◆ **EXERCISE**
Among the entries below, find each line with "linecap" and show it.

◆ **DATASET RECORDS**

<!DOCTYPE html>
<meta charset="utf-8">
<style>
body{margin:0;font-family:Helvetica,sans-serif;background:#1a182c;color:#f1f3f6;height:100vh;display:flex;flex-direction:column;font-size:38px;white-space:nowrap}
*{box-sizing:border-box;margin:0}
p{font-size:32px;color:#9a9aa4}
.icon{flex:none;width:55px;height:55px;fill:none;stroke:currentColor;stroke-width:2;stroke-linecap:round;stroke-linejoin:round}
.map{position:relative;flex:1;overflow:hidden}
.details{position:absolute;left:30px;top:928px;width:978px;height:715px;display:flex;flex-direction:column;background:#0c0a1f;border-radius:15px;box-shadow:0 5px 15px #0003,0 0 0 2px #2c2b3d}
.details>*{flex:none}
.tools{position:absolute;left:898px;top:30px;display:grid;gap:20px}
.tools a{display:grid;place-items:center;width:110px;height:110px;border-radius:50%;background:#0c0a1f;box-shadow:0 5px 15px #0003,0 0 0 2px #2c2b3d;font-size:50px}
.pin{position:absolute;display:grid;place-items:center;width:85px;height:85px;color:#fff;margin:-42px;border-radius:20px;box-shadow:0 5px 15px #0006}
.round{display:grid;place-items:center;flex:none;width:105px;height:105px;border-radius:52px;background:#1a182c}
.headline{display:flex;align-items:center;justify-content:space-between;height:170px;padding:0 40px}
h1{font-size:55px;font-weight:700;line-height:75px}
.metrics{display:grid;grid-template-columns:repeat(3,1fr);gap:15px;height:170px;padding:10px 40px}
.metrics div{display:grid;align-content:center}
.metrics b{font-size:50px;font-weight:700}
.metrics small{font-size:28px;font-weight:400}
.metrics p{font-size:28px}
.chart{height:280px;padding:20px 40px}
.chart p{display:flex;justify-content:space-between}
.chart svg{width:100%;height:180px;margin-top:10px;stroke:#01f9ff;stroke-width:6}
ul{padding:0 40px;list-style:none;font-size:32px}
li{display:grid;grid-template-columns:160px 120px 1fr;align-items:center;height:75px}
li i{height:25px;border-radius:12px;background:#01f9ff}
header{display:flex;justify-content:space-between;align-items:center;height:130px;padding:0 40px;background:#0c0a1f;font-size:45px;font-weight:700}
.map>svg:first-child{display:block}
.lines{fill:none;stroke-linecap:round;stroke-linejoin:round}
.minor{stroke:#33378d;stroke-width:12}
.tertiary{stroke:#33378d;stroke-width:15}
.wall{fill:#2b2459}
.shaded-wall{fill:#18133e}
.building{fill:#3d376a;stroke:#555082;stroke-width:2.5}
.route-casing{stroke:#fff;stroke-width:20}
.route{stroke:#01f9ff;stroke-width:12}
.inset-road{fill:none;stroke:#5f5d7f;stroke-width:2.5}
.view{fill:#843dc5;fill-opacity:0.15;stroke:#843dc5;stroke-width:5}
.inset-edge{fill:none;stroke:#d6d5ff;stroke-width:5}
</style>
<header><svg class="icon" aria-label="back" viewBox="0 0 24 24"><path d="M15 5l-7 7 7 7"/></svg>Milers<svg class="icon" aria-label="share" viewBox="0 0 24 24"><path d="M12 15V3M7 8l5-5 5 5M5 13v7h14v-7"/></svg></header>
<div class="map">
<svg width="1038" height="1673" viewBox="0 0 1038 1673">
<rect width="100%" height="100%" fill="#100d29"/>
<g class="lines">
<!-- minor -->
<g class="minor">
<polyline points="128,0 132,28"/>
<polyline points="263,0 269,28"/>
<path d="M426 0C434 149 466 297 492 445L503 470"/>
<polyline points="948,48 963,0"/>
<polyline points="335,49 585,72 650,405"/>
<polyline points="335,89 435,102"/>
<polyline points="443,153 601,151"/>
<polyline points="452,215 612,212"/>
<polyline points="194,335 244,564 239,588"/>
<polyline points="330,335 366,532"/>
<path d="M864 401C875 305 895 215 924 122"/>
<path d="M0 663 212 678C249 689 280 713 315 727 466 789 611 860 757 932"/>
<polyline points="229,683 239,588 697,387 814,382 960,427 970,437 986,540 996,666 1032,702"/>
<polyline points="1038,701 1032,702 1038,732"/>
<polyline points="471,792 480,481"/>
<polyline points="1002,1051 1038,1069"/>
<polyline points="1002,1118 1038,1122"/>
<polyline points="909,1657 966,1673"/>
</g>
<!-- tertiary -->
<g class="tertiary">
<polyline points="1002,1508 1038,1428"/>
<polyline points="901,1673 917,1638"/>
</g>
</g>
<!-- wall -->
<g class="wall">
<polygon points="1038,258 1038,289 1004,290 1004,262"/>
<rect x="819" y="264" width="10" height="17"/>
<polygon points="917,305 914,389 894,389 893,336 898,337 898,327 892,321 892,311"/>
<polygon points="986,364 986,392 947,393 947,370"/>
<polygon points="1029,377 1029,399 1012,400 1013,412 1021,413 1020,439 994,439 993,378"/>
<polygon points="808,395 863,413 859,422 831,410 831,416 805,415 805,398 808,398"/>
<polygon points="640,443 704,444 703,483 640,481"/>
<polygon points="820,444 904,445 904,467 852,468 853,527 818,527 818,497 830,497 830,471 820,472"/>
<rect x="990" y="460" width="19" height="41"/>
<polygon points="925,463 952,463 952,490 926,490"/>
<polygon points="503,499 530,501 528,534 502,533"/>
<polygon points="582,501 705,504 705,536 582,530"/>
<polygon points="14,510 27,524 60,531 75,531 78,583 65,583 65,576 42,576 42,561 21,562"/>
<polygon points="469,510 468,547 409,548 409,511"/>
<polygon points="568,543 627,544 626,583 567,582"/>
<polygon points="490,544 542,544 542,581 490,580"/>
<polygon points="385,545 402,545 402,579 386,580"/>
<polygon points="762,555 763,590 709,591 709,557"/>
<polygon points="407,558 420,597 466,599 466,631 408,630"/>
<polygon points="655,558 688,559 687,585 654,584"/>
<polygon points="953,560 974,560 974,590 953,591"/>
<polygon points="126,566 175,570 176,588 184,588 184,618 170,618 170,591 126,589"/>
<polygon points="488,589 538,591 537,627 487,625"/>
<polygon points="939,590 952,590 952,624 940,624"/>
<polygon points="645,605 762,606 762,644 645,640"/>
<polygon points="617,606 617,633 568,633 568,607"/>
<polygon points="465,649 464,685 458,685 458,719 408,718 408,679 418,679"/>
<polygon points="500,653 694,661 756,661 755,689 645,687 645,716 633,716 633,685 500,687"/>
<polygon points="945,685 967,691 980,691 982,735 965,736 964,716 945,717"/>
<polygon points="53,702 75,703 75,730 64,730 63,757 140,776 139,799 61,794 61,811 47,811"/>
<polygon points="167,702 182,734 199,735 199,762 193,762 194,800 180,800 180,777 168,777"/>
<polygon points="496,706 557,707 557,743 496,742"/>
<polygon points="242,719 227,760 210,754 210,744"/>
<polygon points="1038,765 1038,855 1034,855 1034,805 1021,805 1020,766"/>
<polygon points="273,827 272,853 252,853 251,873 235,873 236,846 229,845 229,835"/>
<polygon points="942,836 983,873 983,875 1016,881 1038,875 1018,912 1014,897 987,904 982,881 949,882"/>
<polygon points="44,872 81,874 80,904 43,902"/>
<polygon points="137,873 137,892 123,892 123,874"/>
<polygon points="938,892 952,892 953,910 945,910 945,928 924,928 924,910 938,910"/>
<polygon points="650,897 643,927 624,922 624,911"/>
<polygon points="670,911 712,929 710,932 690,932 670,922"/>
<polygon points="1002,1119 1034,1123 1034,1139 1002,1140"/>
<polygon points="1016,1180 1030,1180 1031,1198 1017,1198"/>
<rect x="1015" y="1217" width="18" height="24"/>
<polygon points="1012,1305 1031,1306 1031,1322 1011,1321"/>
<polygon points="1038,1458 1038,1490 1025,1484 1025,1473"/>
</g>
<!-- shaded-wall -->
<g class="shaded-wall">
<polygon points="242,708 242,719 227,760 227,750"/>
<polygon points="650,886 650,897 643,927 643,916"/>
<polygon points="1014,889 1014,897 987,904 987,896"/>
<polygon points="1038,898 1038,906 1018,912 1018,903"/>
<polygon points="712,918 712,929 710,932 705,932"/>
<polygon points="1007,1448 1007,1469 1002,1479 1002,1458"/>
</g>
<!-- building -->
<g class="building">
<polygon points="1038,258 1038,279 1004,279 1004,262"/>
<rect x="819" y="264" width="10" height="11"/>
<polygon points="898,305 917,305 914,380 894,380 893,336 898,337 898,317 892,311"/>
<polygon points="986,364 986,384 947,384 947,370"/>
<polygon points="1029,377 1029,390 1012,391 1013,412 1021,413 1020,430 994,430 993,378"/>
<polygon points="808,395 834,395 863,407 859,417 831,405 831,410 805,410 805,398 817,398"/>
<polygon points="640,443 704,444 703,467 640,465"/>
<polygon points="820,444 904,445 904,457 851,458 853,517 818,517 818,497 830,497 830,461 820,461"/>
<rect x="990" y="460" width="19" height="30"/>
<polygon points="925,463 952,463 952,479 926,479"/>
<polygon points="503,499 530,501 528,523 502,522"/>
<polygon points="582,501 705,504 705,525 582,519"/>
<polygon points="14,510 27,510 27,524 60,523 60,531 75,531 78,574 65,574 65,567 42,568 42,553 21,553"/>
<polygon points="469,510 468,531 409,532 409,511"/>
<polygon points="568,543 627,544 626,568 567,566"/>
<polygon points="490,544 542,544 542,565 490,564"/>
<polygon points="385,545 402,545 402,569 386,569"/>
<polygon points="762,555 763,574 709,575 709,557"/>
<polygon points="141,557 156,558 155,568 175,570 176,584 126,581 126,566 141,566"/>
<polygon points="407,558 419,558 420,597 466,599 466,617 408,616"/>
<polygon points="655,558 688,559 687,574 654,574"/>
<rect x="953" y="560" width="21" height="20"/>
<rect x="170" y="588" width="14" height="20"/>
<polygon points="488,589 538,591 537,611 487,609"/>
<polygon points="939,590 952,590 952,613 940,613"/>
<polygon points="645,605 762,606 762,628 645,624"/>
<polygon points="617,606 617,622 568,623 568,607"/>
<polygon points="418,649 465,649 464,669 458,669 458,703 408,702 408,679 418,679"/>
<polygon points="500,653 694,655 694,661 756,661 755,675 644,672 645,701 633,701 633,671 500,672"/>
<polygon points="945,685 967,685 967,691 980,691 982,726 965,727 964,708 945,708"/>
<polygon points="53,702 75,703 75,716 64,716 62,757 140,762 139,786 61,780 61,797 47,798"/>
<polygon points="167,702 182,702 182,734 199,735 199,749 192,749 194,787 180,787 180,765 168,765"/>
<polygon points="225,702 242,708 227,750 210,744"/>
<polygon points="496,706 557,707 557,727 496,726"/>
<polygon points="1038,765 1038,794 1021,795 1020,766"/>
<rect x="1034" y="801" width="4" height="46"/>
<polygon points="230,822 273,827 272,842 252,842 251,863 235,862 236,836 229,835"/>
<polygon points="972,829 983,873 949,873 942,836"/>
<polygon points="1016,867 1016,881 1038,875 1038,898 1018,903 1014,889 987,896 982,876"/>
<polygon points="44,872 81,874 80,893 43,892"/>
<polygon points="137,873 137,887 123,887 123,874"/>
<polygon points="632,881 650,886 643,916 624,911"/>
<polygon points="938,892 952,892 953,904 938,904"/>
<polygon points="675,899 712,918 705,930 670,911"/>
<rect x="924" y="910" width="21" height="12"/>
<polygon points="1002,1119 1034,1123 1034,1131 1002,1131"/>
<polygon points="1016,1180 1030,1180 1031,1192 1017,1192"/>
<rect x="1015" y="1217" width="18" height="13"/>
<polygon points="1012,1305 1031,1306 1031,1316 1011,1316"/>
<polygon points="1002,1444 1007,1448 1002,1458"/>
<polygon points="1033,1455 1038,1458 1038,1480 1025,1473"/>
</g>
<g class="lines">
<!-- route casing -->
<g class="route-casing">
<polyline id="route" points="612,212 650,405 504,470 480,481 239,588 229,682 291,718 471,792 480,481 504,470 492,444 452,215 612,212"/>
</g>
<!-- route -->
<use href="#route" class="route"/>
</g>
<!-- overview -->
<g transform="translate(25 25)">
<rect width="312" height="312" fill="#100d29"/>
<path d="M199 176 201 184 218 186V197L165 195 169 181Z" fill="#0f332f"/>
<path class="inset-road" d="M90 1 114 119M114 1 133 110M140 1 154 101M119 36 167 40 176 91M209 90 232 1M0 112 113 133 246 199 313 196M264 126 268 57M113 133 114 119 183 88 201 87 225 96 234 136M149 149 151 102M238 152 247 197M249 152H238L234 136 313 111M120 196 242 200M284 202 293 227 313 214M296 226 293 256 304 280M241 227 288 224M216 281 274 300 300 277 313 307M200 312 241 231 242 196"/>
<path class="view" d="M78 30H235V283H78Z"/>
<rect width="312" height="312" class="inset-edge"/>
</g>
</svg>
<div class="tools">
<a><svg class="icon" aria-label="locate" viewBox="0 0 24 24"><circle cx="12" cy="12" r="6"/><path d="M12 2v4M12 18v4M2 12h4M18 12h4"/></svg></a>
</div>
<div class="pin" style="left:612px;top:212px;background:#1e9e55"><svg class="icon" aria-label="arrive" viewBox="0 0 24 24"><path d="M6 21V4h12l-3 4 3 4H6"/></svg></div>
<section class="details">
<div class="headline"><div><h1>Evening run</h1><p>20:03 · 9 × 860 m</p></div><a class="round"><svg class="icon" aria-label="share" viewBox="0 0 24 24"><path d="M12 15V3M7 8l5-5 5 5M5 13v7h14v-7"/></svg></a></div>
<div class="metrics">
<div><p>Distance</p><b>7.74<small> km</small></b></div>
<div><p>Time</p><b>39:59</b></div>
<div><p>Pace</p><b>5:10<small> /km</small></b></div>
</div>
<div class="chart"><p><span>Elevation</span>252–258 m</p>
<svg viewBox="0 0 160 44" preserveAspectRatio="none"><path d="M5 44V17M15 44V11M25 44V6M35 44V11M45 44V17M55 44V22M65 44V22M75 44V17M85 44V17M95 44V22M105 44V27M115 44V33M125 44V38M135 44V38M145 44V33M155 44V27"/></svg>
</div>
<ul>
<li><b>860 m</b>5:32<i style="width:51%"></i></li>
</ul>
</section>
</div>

◆ **RESULT OF THE EXERCISE**
.icon{flex:none;width:55px;height:55px;fill:none;stroke:currentColor;stroke-width:2;stroke-linecap:round;stroke-linejoin:round}
.lines{fill:none;stroke-linecap:round;stroke-linejoin:round}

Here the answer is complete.